10 Maret,
Suara hentakan kaki dengan ritme cepat terdengar di kelas, tanpa sadar Aditya–yang lebih akrab disapa dengan tiga huruf terakhirnya, Tya–membuat sedikit suara berisik di saat semua orang sedang fokus mendengarkan penjelasan dari Pak Abimanyu, guru mata pelajaran Biologi.
"Yang sedang gugup, mohon dikondisikan, ya," perintah Pak Abimanyu tanpa berbalik menatap si biang kerok dan masih fokus menulis di papan tulis. Perintah dari Pak Abimanyu membuat Tya tersadar, sontak menghentikan kakinya yang sudah agak pegal.
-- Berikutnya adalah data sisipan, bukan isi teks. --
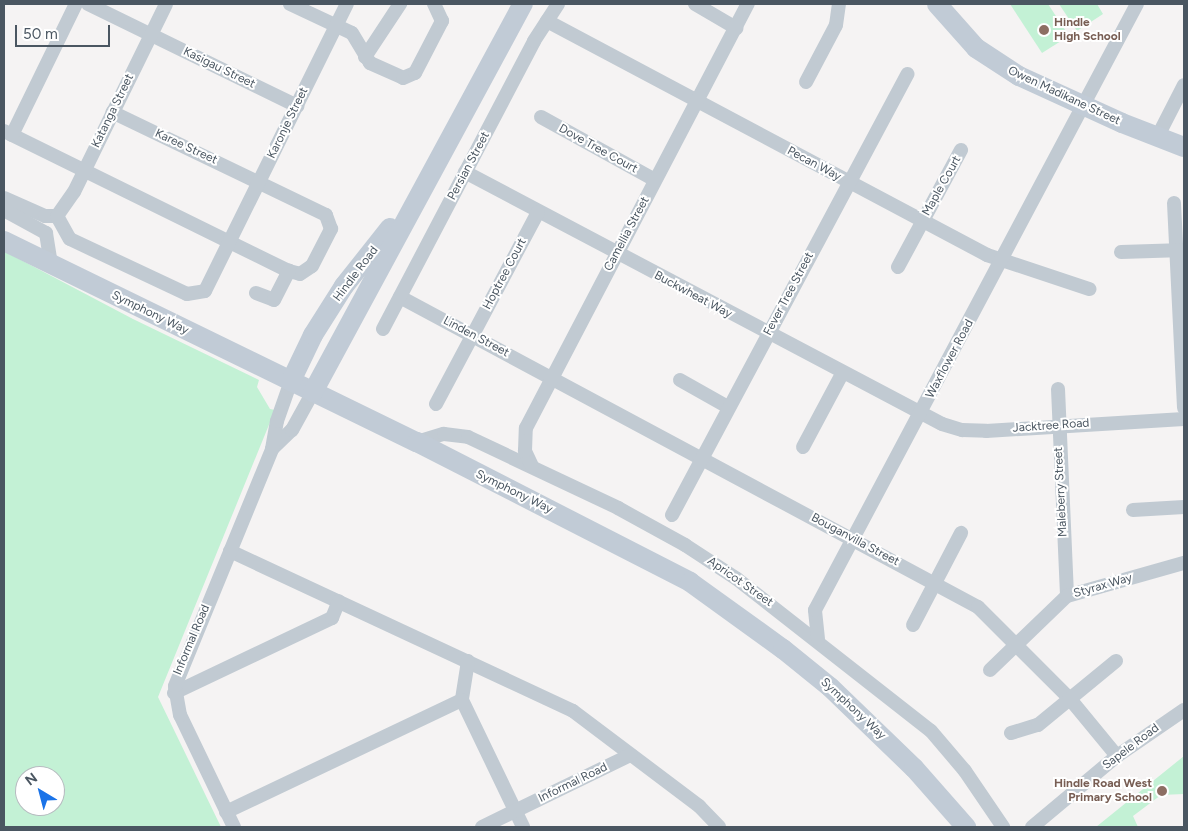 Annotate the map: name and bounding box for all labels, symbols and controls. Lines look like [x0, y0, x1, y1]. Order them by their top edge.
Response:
scale bar [18, 15, 112, 47]
place label: Hindle High School [1054, 16, 1121, 44]
marker: Hindle High School [1038, 24, 1050, 36]
text: 50 m [23, 25, 58, 43]
street label: Kasigau Street [181, 44, 257, 92]
street label: Owen Madikane Street [1005, 64, 1123, 128]
street label: Katanga Street [89, 72, 137, 150]
street label: Karonje Street [265, 85, 311, 161]
street label: Dove Tree Court [556, 121, 640, 177]
street label: Karee Street [153, 126, 219, 168]
street label: Persian Street [445, 129, 493, 203]
street label: Pecan Way [785, 144, 843, 184]
street label: Maple Court [920, 153, 964, 219]
street label: Camellia Street [601, 194, 653, 274]
street label: Hoptree Court [480, 236, 530, 312]
street label: Hindle Road [331, 244, 381, 304]
street label: Fever Tree Street [761, 250, 817, 338]
street label: Buckwheat Way [652, 268, 734, 322]
street label: Symphony Way [109, 288, 191, 338]
street label: Linden Street [441, 314, 511, 360]
street label: Waxflower Road [923, 317, 977, 401]
street label: Jacktree Road [1012, 416, 1090, 436]
street label: Maleberry Street [1051, 447, 1071, 537]
street label: Symphony Way [473, 467, 555, 517]
street label: Bouganvilla Street [808, 511, 902, 569]
street label: Apricot Street [704, 554, 776, 610]
street label: Styrax Way [1072, 571, 1134, 601]
street label: Informal Road [171, 603, 213, 677]
street label: Symphony Way [817, 675, 889, 743]
street label: Sapele Road [1100, 721, 1162, 773]
street label: Informal Road [536, 760, 610, 806]
north arrow [15, 766, 65, 816]
text: N [22, 769, 41, 789]
place label: Hindle Road West Primary School [1054, 777, 1152, 805]
marker: Hindle Road West Primary School [1156, 785, 1168, 797] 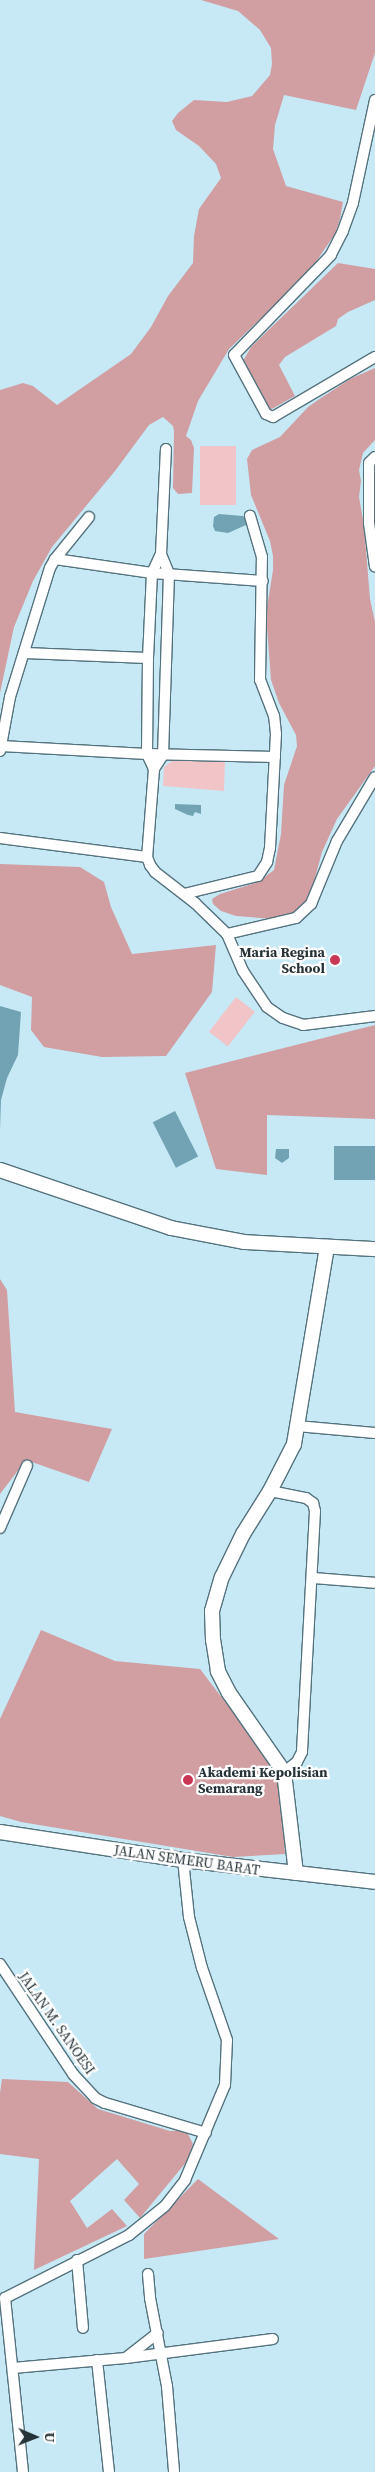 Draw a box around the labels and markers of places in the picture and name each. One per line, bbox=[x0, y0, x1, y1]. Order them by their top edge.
place label: Maria Regina School bbox=[239, 944, 325, 976]
marker: Maria Regina School bbox=[329, 954, 341, 966]
place label: Akademi Kepolisian Semarang bbox=[198, 1764, 328, 1796]
marker: Akademi Kepolisian Semarang bbox=[182, 1774, 194, 1786] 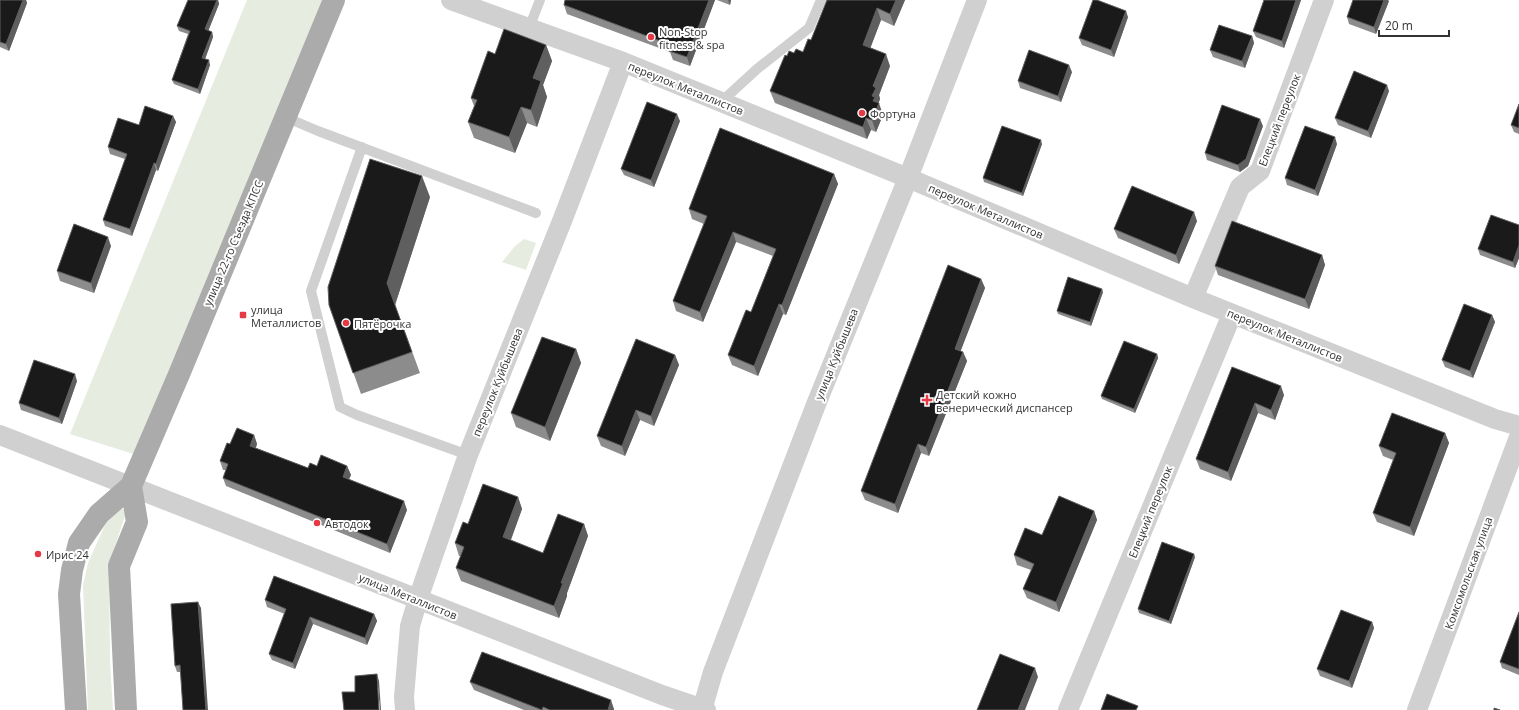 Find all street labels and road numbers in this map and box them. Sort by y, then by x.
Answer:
street label: переулок Металлистов [626,58,746,118]
street label: Елецкий переулок [1254,71,1304,168]
street label: улица 22-го Съезда КПСС [200,178,266,308]
street label: переулок Металлистов [926,180,1046,242]
street label: переулок Металлистов [1225,305,1345,365]
street label: улица Куйбышева [811,306,861,402]
street label: переулок Куйбышева [468,326,526,438]
street label: Елецкий переулок [1125,463,1175,560]
street label: Комсомольская улица [1441,515,1495,631]
street label: улица Металлистов [357,569,459,623] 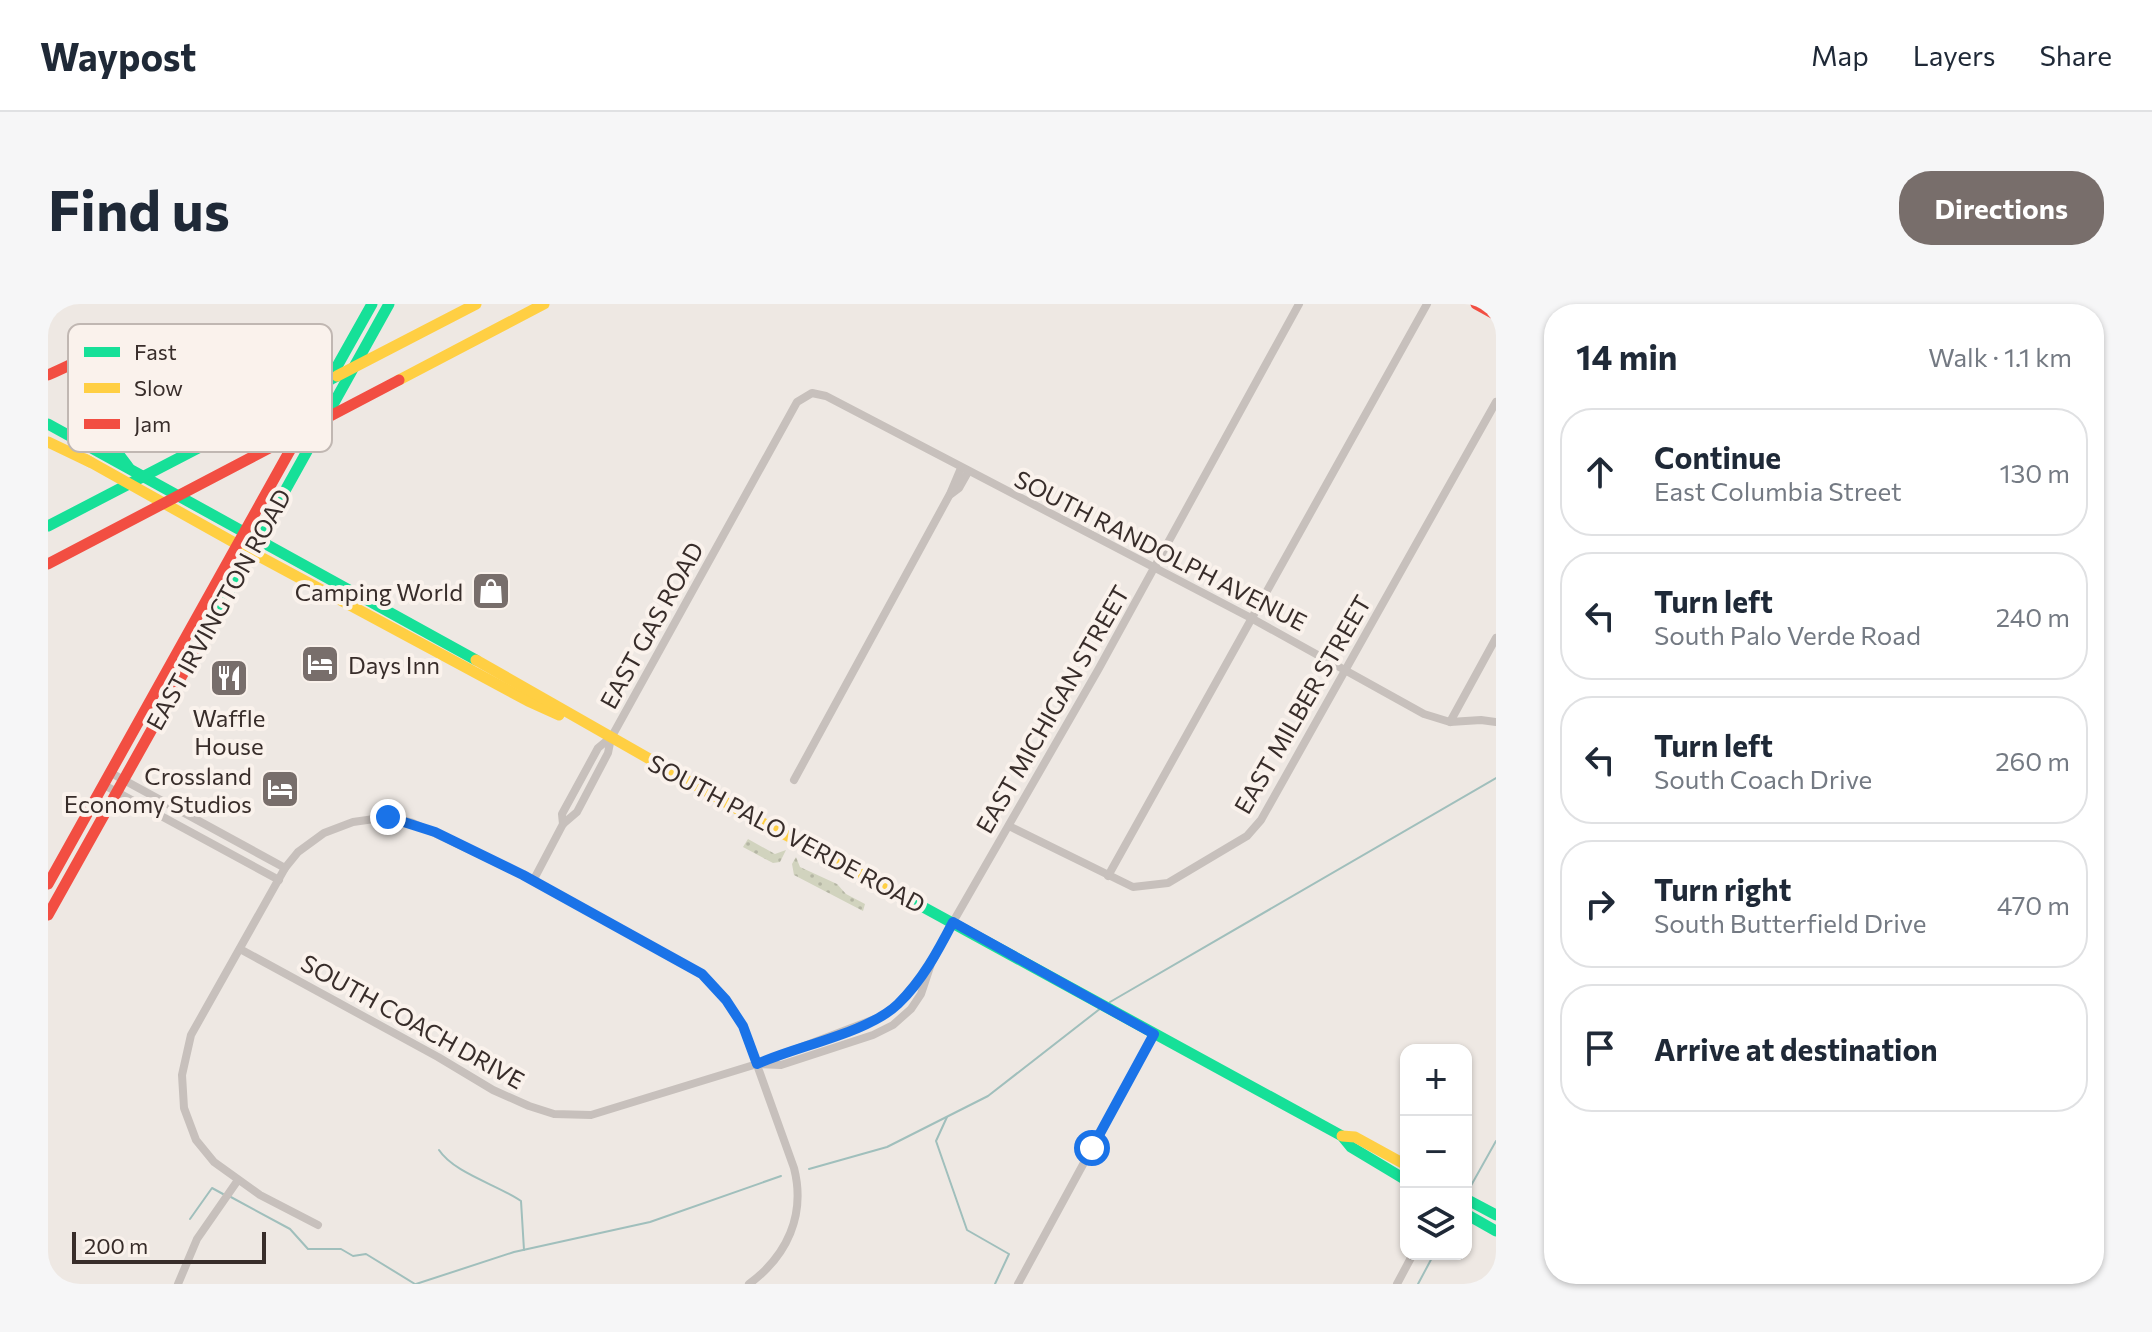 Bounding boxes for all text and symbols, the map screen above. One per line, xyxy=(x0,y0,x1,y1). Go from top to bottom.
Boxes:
text: Waypost xyxy=(40,32,196,79)
text: Map xyxy=(1811,38,1869,72)
text: Layers xyxy=(1913,38,1995,72)
text: Share xyxy=(2039,38,2112,72)
button: Directions xyxy=(1899,171,2104,245)
text: Find us xyxy=(48,174,230,243)
legend xyxy=(68,324,332,452)
text: 14 min xyxy=(1576,335,1678,377)
text: Fast xyxy=(134,338,177,365)
text: Walk · 1.1 km xyxy=(1928,341,2072,372)
text: Slow xyxy=(134,374,183,401)
text: Jam xyxy=(134,410,171,437)
text: Continue xyxy=(1654,438,1781,475)
icon: ahead xyxy=(1578,450,1622,494)
text: 130 m xyxy=(1999,457,2070,488)
street label: SOUTH RANDOLPH AVENUE xyxy=(1010,464,1312,636)
text: East Columbia Street xyxy=(1654,475,1902,506)
street label: EAST IRVINGTON ROAD xyxy=(140,483,296,735)
street label: EAST GAS ROAD xyxy=(593,537,709,713)
shop icon: Camping World xyxy=(470,570,512,612)
place label: Camping World xyxy=(295,577,463,606)
street label: EAST MICHIGAN STREET xyxy=(969,580,1135,838)
text: Turn left xyxy=(1654,582,1773,619)
street label: EAST MILBER STREET xyxy=(1228,590,1376,818)
icon: left xyxy=(1578,594,1622,638)
text: 240 m xyxy=(1996,601,2070,632)
text: South Palo Verde Road xyxy=(1654,619,1921,650)
hotel icon: Days Inn xyxy=(299,643,341,685)
place label: Days Inn xyxy=(348,650,440,679)
restaurant icon: Waffle House xyxy=(208,657,250,699)
place label: Waffle House xyxy=(193,703,265,760)
text: Turn left xyxy=(1654,726,1773,763)
icon: left xyxy=(1578,738,1622,782)
text: 260 m xyxy=(1995,745,2070,776)
street label: SOUTH PALO VERDE ROAD xyxy=(644,748,930,918)
place label: Crossland Economy Studios xyxy=(64,761,252,818)
text: South Coach Drive xyxy=(1654,763,1872,794)
hotel icon: Crossland Economy Studios xyxy=(259,768,301,810)
route end xyxy=(370,799,406,835)
text: Turn right xyxy=(1654,870,1791,907)
icon: right xyxy=(1578,882,1622,926)
text: 470 m xyxy=(1997,889,2070,920)
text: South Butterfield Drive xyxy=(1654,907,1926,938)
street label: SOUTH COACH DRIVE xyxy=(296,948,530,1094)
icon: arrive xyxy=(1578,1026,1622,1070)
text: Arrive at destination xyxy=(1654,1030,1938,1067)
map controls xyxy=(1400,1044,1472,1260)
button: + xyxy=(1400,1044,1472,1116)
button: − xyxy=(1400,1116,1472,1188)
route start xyxy=(1074,1130,1110,1166)
button: layers xyxy=(1400,1188,1472,1260)
scale bar xyxy=(72,1228,266,1264)
text: 200 m xyxy=(84,1232,148,1259)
Tya berdehem sedikit, mencoba pura-pura bukan pelakunya. Namun, Asa yang duduk di sebelahnya sudah pasti mengetahui gelagat aneh dari Tya. Daritadi Asa terus terganggu dengan Tya dan kebiasaannya saat sedang gelisah, mulai dari mengetuk meja dengan pena, sedikit-sedikit melirik ke kolong meja dan mengintip ponselnya, lalu barusan, Tya menghentakkan kakinya dan membuat meja bergetar.
"Ada apa, sih? Daritadi kuperhatikan, kamu seperti orang yang sedang menunggu hitung mundur dan takut kehabisan tiket konser." Asa sedikit berbisik ketika bertanya kepada Tya. "Hentikan kakimu, mejaku ikut bergetar, aku jadi tidak bisa menulis dengan benar!"
Tya meringis, menyadari kelakuannya mengganggu ketenangan orang lain. "Maaf, Sa. Pesanku belum dibalas oleh temanku sejak jam sembilan tadi. Aku jadi gelisah," katanya.
Asa mengangkat alisnya penasaran. "Temanmu? Oh, yang berkenalan lewat online itu?"
"Saya kira suara-suara dari makhluk halus tadi sudah hilang ketika saya tegur, tapi ternyata masih terdengar, ya? Bisa tolong dihentikan? Atau sesi mengajar ini saja yang dihentikan?" Kali ini Pak Abimanyu menghadap ke murid-muridnya, menatap Tya dan Asa yang cengengesan karena terpergok sedang berbincang.
Beberapa siswa 12 MIPA 2 menatap Tya dan partner in crime-nya dengan tajam, tidak terima penjelasan berharga dari Pak Abimanyu terhalang oleh perbincangan mereka yang sebenarnya bisa dilakukan setelah bel istirahat berbunyi. Lagipula, jatah Pak Abimanyu mengajar hari ini tinggal sepuluh menit lagi, tapi mereka berdua sangat tidak sabaran.
Pak Abimanyu kembali melanjutkan penjelasan contoh soal ujian masuk perguruan tinggi, tidak mau waktu mengajarnya menjadi sia-sia hanya untuk meladeni duo cicak itu. Tya dan Asa kembali bertatapan, mereka saling mendekatkan posisi duduk agar lebih leluasa berbincang.
"Jadi, gadis itu masih tetap kamu hubungi walaupun sering mengabaikanmu?" tanya Asa sekali lagi dan dijawab dengan anggukan oleh Tya.
"Gadis itu adalah orang yang seru untuk diajak berbincang." Tya kembali memeriksa ponselnya, masih tidak ada balasan dari thegreencoat–username dari teman online Tya. "Aku tidak mau kehilangan teman curhat seperti dia."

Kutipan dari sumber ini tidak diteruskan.